Communications Studies professor Mary Flanagan.

Photo by Andrew Dobrowolskyj.



by Amy Paradis

Through her politically-charged digital media art, Mary Flanagan is on a mission to make the increasingly valued world of computer technology accessible to everyone.

“Most of those who make money off technology are white males,” the Communication Studies professor pointed out, “and the women in Malaysia who make the computer parts aren’t exposed to the technology. There really are the haves and have-nots.”

Closer to home, women are often the have-nots in computer technology. The current lack of female influence in the field is a major reason for a low interest among girls.

“I’m a girl,” said Flanagan, taking a break from brainstorming on the computer in the corner of her office, “and there are certain things that girls find more appealing than boys.” But as a former producer and designer at a software company, Flanagan has seen first-hand how companies have repeatedly turned out girl-targeted products limited to stereotypes like shopping and hairstyles.

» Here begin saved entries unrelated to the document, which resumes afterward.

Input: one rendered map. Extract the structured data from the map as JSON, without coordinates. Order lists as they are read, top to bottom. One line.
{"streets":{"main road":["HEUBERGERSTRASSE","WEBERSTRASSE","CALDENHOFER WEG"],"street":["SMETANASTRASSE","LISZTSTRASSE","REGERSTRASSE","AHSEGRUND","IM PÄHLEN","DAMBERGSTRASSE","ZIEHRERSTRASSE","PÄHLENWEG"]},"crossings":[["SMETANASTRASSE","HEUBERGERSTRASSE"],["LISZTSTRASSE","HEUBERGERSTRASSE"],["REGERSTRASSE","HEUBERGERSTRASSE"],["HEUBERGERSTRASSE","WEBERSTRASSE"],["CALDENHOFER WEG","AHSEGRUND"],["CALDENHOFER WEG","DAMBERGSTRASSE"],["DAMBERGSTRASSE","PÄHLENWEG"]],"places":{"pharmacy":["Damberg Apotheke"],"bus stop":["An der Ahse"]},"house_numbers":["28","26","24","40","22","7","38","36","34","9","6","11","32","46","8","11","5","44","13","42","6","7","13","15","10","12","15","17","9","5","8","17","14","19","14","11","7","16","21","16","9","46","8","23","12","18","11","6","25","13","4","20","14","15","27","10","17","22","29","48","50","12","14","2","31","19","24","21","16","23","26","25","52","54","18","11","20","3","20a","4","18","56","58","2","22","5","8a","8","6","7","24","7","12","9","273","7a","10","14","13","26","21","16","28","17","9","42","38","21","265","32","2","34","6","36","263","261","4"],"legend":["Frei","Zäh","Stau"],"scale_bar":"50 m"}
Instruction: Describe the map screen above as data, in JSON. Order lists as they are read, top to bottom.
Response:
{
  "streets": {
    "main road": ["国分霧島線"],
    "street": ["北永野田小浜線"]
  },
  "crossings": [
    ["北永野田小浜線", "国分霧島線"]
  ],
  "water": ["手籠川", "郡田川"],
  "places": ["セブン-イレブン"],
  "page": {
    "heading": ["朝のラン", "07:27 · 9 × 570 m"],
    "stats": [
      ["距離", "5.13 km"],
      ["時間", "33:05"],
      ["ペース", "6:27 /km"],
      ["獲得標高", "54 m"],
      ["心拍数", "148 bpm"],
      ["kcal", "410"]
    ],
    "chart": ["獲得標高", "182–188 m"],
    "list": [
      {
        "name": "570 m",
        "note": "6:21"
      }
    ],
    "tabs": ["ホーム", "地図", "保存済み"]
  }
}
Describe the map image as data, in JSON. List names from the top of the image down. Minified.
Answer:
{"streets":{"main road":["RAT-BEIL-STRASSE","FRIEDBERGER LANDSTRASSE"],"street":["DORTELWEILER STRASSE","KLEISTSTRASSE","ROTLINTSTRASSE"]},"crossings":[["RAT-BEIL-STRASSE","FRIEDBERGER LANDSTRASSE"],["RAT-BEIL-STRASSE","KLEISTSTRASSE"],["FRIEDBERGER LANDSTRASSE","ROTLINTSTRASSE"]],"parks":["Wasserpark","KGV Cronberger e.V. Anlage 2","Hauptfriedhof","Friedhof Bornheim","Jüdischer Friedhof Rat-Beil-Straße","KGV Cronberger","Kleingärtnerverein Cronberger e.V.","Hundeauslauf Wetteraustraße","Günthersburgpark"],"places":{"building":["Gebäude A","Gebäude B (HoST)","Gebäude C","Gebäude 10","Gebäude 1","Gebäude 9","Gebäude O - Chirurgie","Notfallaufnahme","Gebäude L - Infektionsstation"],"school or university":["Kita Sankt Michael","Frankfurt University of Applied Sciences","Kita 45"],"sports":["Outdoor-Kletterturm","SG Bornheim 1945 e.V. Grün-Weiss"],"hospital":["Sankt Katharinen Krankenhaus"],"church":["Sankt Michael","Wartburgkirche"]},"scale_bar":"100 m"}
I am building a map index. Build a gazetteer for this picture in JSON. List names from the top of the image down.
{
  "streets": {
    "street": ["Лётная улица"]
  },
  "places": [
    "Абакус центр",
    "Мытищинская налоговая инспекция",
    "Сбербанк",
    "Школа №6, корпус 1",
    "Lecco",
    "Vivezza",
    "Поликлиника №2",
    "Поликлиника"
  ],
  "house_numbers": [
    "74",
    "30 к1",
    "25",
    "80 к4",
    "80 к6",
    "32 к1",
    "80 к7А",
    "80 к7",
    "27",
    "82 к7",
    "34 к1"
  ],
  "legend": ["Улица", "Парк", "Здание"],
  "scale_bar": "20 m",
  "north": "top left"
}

“Girls have been a neglected category in consumer research,” Flanagan said. “Most research is used to figure out what to sell to girls. What is really needed is social change and new role models.”

Flanagan moved to Montreal in August from New York, where she was an assistant professor of media studies at the State University of New York at Buffalo. Although she has been involved in video production since she was 15, she had little formal training in programming, since there were few courses offered on it at the time.

“When I did need help, my coworkers, mostly fraternity members, were happy to give me a hand. There I was, with my blue-collar background working with these privileged guys who had computers in their dorm rooms.

“I was willing to take a lot,” she said with a smile, adding that it must have been worse for women like Grace Hopper, who made a significant impact on the computer field in the early-to-mid 1900s. “But I was dogged and I love making media.”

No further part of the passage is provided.